→ **THE PROBLEM**:
Without the images, reproduce each line of the material exactly.

─── EXTRACTED DATA

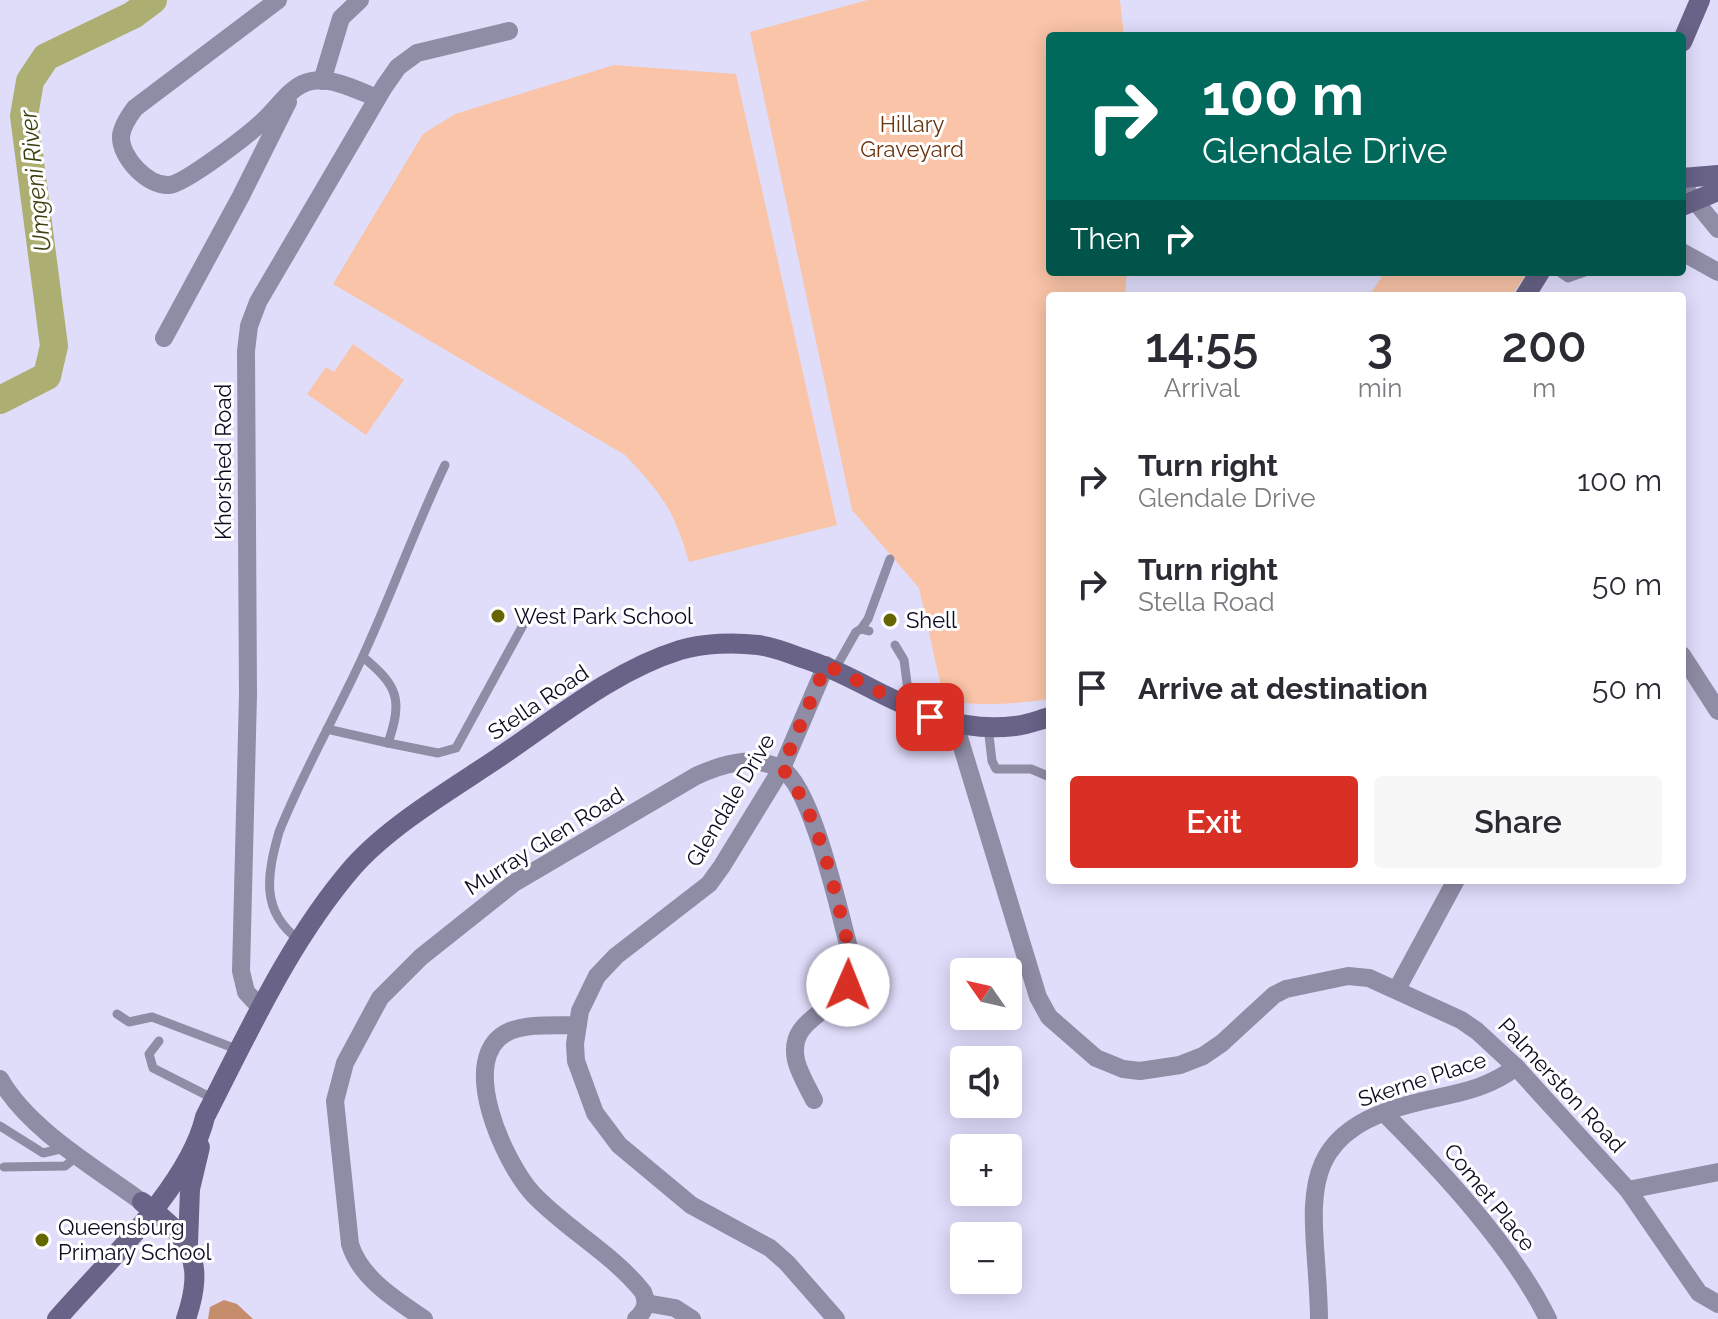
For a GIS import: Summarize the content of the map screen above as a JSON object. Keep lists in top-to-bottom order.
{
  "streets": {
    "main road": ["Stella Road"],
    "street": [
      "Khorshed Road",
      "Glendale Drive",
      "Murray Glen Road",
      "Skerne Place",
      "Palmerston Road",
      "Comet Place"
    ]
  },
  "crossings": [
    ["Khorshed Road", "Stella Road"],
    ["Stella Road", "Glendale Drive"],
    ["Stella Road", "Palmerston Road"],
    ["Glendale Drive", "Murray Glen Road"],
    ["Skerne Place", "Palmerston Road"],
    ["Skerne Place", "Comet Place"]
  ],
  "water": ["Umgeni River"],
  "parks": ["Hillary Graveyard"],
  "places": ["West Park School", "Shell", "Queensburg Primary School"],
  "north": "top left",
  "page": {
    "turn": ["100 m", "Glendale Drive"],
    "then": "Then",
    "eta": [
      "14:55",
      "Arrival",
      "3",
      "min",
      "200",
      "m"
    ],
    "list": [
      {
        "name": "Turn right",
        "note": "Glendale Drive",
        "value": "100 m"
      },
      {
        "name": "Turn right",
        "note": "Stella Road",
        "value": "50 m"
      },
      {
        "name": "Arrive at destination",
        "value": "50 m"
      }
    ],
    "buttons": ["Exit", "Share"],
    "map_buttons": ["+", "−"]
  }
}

──────

→ **EXPECTED ANSWER**:
For a GIS import: Summarize the content of the map screen above as a JSON object. Keep lists in top-to-bottom order.
{
  "streets": {
    "main road": ["Stella Road"],
    "street": [
      "Khorshed Road",
      "Glendale Drive",
      "Murray Glen Road",
      "Skerne Place",
      "Palmerston Road",
      "Comet Place"
    ]
  },
  "crossings": [
    ["Khorshed Road", "Stella Road"],
    ["Stella Road", "Glendale Drive"],
    ["Stella Road", "Palmerston Road"],
    ["Glendale Drive", "Murray Glen Road"],
    ["Skerne Place", "Palmerston Road"],
    ["Skerne Place", "Comet Place"]
  ],
  "water": ["Umgeni River"],
  "parks": ["Hillary Graveyard"],
  "places": ["West Park School", "Shell", "Queensburg Primary School"],
  "north": "top left",
  "page": {
    "turn": ["100 m", "Glendale Drive"],
    "then": "Then",
    "eta": [
      "14:55",
      "Arrival",
      "3",
      "min",
      "200",
      "m"
    ],
    "list": [
      {
        "name": "Turn right",
        "note": "Glendale Drive",
        "value": "100 m"
      },
      {
        "name": "Turn right",
        "note": "Stella Road",
        "value": "50 m"
      },
      {
        "name": "Arrive at destination",
        "value": "50 m"
      }
    ],
    "buttons": ["Exit", "Share"],
    "map_buttons": ["+", "−"]
  }
}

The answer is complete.